◆ Task instructions ◆
Go through the data and report each line that holds the string "Denney".

◆ Raw data ◆
══════
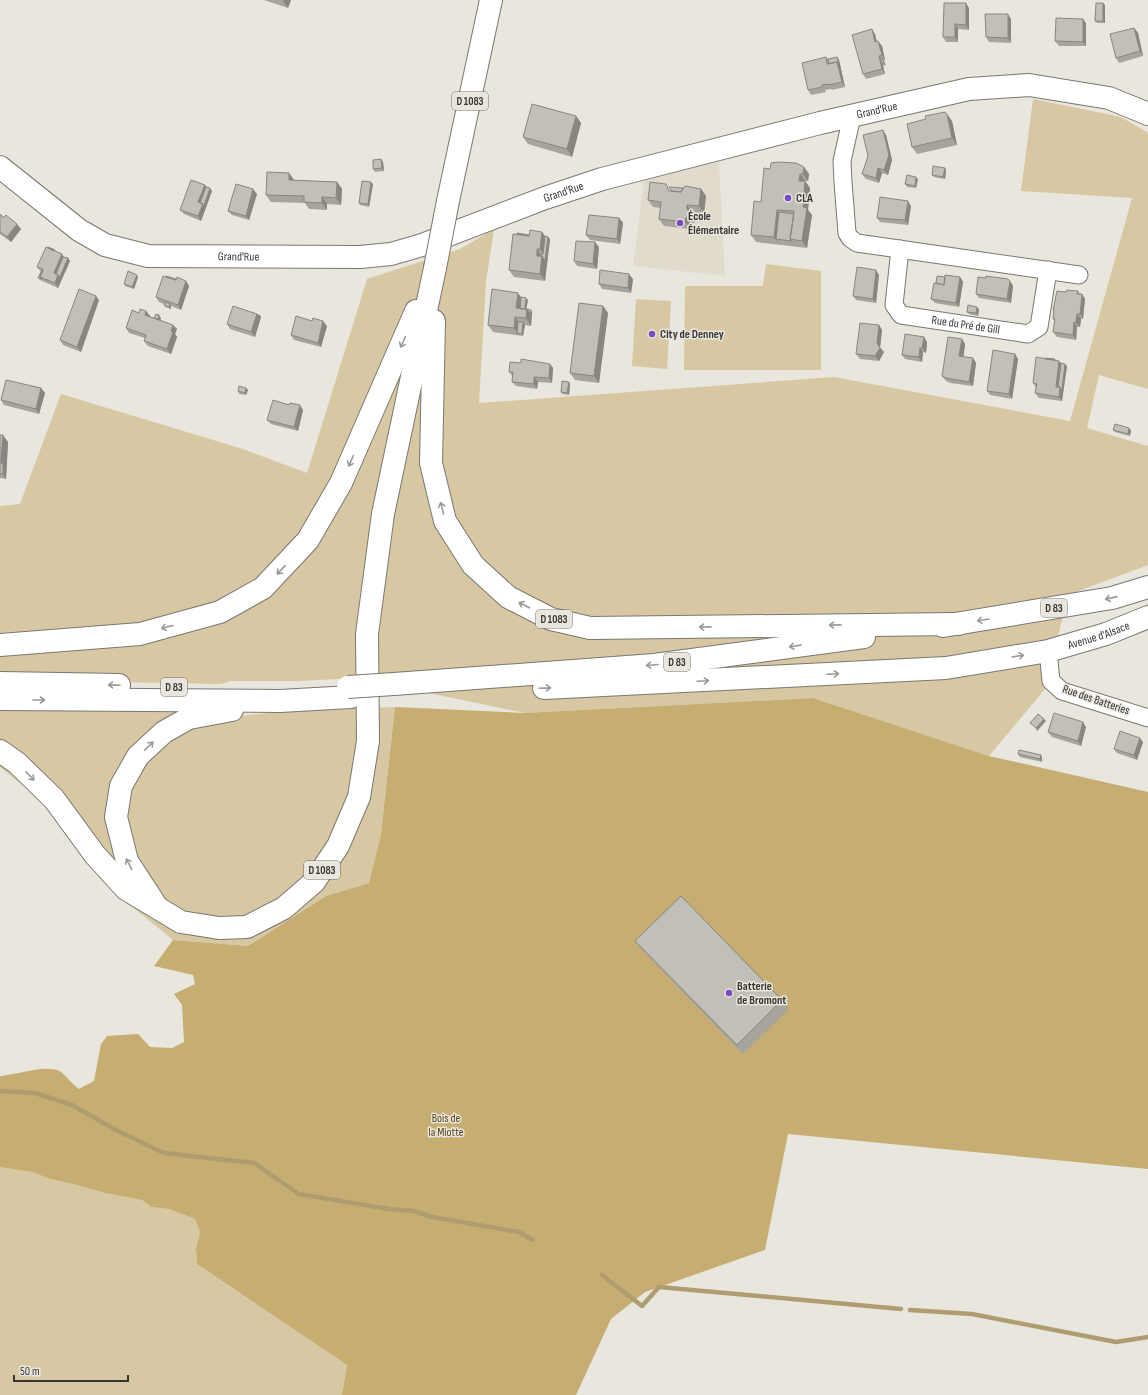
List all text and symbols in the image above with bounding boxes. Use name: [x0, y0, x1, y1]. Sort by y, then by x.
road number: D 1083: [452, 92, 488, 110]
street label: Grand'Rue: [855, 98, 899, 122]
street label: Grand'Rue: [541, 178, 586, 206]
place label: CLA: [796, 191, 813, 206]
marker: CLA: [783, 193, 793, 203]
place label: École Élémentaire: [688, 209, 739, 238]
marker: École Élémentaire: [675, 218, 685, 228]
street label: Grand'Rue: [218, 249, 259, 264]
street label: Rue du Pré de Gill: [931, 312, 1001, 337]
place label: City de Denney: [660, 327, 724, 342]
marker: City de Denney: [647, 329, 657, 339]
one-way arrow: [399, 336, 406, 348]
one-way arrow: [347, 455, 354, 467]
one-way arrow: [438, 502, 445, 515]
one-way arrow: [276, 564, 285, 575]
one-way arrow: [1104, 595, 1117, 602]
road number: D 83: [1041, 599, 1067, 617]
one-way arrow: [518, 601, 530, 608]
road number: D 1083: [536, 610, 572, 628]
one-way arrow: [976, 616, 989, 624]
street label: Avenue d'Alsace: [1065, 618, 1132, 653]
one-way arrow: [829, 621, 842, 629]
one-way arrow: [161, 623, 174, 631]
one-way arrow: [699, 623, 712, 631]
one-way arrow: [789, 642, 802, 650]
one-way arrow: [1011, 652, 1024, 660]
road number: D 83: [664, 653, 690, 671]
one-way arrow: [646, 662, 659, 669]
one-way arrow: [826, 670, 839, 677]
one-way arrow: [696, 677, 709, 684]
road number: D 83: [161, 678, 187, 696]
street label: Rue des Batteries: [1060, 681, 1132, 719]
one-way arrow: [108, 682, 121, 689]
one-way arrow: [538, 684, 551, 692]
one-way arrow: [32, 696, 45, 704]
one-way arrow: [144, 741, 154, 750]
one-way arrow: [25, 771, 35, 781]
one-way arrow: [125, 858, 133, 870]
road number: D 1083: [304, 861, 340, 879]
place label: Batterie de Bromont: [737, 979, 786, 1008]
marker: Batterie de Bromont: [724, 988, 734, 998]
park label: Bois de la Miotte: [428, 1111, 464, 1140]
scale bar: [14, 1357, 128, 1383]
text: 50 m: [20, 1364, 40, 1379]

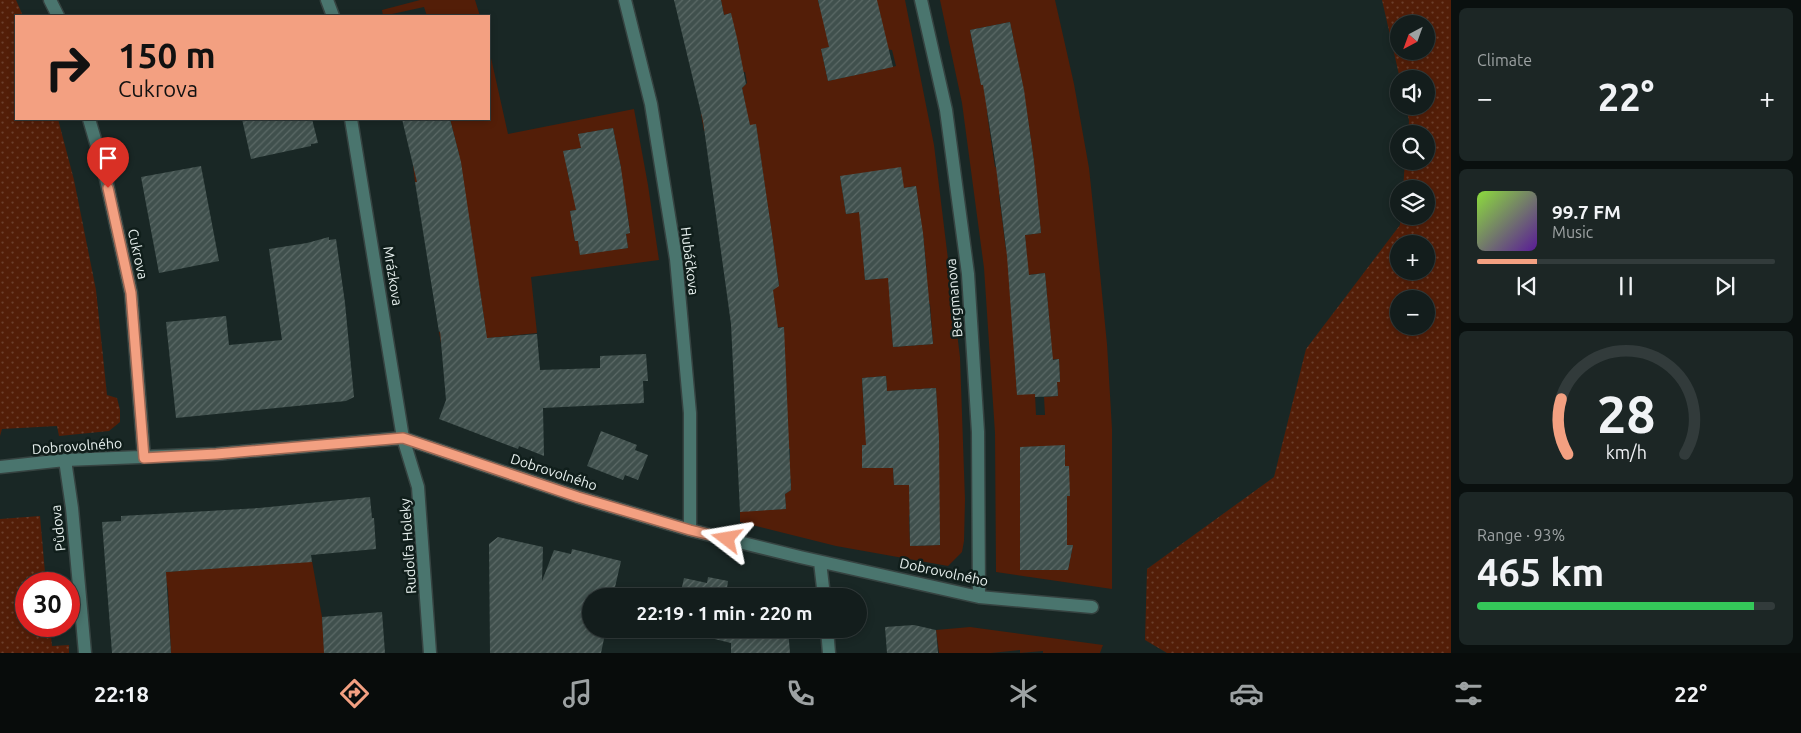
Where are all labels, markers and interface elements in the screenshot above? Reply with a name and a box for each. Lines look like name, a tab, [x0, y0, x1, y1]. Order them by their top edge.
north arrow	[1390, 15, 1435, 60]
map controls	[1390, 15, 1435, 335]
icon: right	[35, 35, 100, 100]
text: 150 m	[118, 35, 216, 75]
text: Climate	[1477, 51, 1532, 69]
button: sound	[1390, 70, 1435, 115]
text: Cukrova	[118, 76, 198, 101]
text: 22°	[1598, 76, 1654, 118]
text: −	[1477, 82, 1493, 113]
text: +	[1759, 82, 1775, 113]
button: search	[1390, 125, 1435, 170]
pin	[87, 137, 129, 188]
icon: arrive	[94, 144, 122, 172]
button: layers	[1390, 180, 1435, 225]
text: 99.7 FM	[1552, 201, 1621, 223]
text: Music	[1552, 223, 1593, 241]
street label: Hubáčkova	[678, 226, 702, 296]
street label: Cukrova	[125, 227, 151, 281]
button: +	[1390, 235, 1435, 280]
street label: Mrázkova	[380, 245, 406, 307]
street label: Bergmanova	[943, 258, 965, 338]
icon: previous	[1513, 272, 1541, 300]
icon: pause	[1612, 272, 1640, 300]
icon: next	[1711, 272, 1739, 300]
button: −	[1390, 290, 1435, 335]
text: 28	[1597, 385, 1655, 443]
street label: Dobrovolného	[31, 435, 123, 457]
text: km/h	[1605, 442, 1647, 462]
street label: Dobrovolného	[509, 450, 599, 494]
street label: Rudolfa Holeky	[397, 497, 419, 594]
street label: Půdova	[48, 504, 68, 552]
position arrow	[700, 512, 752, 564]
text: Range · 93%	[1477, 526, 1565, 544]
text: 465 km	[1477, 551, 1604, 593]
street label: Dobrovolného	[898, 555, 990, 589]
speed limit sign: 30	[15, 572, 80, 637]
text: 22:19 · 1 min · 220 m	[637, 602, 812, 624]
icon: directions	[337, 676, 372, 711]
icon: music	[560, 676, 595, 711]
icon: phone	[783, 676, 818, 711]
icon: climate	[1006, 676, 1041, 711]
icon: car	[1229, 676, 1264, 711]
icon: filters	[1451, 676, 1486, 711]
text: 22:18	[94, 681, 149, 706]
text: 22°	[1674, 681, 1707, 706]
══════
◆ Reply to the exercise ◆
place label: City de Denney: [660, 327, 724, 342]
marker: City de Denney: [647, 329, 657, 339]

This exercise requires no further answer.